■ Action item
Every line below that carries the word "Anorzor" needs to be copied.

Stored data
- - -

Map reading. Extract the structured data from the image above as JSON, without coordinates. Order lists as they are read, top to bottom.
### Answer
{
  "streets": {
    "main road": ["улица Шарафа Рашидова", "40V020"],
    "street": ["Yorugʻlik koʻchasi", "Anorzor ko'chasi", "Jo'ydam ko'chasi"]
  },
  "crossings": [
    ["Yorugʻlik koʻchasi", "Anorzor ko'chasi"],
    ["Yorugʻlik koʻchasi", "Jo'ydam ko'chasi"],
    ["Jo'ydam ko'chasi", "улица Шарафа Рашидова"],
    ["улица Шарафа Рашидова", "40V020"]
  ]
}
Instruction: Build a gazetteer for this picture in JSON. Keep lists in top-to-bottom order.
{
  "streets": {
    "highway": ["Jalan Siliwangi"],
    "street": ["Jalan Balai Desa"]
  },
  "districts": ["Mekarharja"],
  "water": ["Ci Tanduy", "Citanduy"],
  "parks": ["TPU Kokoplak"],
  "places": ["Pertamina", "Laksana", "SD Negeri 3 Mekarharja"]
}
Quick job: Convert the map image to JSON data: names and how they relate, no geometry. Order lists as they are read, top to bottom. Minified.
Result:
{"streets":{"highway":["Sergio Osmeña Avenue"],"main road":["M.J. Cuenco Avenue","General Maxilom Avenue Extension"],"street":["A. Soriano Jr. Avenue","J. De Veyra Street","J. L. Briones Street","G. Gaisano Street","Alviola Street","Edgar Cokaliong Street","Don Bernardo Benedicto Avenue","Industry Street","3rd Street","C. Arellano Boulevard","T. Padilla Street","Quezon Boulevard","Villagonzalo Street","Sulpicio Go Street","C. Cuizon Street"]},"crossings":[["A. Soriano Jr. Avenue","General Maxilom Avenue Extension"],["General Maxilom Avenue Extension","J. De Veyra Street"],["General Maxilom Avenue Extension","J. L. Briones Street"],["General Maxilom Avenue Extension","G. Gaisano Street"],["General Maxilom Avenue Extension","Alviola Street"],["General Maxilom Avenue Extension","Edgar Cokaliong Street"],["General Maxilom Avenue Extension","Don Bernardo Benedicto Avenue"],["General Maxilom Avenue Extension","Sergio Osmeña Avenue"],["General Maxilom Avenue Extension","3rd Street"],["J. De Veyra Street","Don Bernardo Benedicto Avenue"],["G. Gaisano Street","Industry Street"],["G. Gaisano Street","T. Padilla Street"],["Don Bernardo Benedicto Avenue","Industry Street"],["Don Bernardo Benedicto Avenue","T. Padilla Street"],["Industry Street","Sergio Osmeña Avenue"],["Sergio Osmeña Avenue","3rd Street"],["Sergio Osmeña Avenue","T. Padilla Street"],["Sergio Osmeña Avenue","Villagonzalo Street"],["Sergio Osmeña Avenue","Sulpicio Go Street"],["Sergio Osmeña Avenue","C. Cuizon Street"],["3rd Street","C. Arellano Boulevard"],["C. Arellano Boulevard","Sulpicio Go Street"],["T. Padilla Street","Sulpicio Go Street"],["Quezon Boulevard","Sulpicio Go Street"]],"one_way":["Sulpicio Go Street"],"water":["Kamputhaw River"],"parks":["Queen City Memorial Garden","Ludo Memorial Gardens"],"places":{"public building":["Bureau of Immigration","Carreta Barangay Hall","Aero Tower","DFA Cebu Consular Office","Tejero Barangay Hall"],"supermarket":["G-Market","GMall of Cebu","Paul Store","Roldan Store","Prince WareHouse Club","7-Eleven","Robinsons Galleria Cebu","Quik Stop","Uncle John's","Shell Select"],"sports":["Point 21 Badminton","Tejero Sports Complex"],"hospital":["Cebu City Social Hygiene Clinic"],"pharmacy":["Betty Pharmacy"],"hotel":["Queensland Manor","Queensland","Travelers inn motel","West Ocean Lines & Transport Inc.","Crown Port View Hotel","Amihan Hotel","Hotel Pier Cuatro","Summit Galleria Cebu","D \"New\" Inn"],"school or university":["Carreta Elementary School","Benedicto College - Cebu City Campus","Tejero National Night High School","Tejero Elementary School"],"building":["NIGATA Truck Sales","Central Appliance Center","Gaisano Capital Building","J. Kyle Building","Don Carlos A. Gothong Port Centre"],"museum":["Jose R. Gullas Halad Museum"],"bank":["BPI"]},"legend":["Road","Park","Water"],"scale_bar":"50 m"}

- - -

■ Your solution
    "street": ["Yorugʻlik koʻchasi", "Anorzor ko'chasi", "Jo'ydam ko'chasi"]
    ["Yorugʻlik koʻchasi", "Anorzor ko'chasi"],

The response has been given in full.